Since the hotel doesn’t have a street presence, the heart of the building is the porte-cochère, where guests encounter a massive stair designed as a deconstructed dock. Here, jagged edges, weathered wood, and a glass railing represent the collision of past and future. A three-story, handpainted street mural stretches along the stair, helping to tell Bellevue’s story—channeling its landscape and Native American and agrarian history while nodding to the Pacific Northwest’s roots in rock ’n’ roll and grunge. Upstairs, public spaces are housed in a ribbed, A-frame structure where guests sip cocktails on lounge furniture clad in bright fabrics that “reinterpret grunge plaid,” says Palmer. A huge glass wall opens to an outdoor living room—a porch dotted with rocking chairs and porch swings that allow guests to take in city views around a roaring fire.

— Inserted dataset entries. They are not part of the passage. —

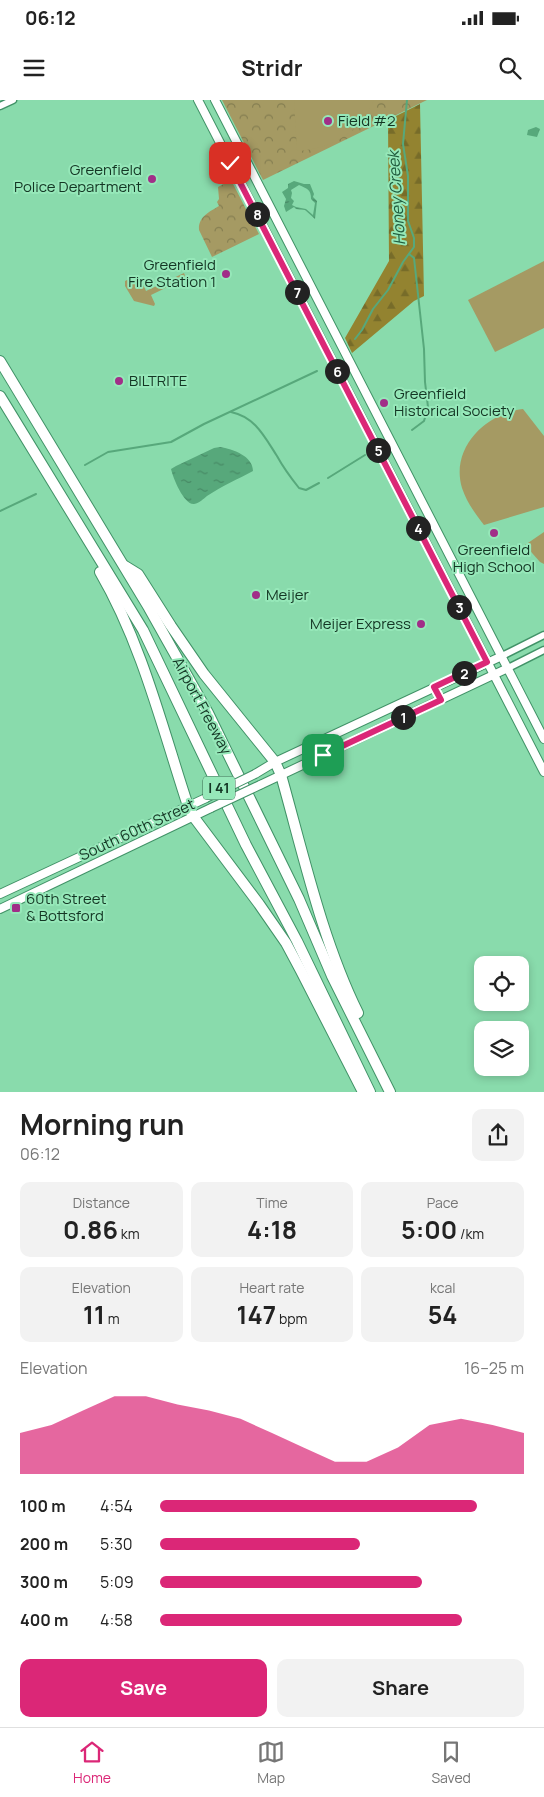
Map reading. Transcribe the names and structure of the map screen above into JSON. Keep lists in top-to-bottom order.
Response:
{
  "streets": {
    "highway": ["Airport Freeway", "I 41"],
    "main road": ["South 60th Street"]
  },
  "water": ["Honey Creek"],
  "places": {
    "other": [
      "Field #2",
      "Greenfield Police Department",
      "Greenfield Fire Station 1",
      "BILTRITE",
      "Greenfield Historical Society",
      "Greenfield High School",
      "Meijer",
      "Meijer Express"
    ],
    "transit": ["60th Street & Bottsford"]
  },
  "page": {
    "status": "06:12",
    "header": "Stridr",
    "pins": [
      "8",
      "7",
      "6",
      "5",
      "4",
      "3",
      "2",
      "1"
    ],
    "heading": ["Morning run", "06:12"],
    "stats": [
      ["Distance", "0.86 km"],
      ["Time", "4:18"],
      ["Pace", "5:00 /km"],
      ["Elevation", "11 m"],
      ["Heart rate", "147 bpm"],
      ["kcal", "54"]
    ],
    "chart": ["Elevation", "16–25 m"],
    "list": [
      {
        "name": "100 m",
        "note": "4:54"
      },
      {
        "name": "200 m",
        "note": "5:30"
      },
      {
        "name": "300 m",
        "note": "5:09"
      },
      {
        "name": "400 m",
        "note": "4:58"
      }
    ],
    "buttons": ["Save", "Share"],
    "tabs": ["Home", "Map", "Saved"]
  }
}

Gray wood floors in the guestrooms also recall the deconstructed dock, while headboards that look like old-school mylar pool floats and light fixtures framed in orange metal are reminiscent of a day at the lake. The standout, however, is a porch reimagined in the form of a cozy window seat that frames the lake views. That’s taken to another level in the Extreme Wow suite: a gabled structure marks the central area, complete with a bar and DJ booth, while black ropes create a screening element that mimics the suite’s porch swings, some of which are found in a bathroom nook looking out toward the mountains.
The A-frame reappears in the farm-to-table Lakehouse restaurant, this time as timber trusses, while a moodier ambiance reigns in the speakeasy bar Civility & Unrest, with its front door hidden in the hotel’s entryway mural. The space is “referential to the past, with penny tiles, brass, old wood, and plaid,” says Palmer, as well as a dramatic brass-like light fixture presiding over the bar. Another part of the lounge is very-VIP, “with a DJ and a more modern lake vibe,” she adds, where navy blue tones and glistening light fixtures create a feeling “almost like you’re underwater.”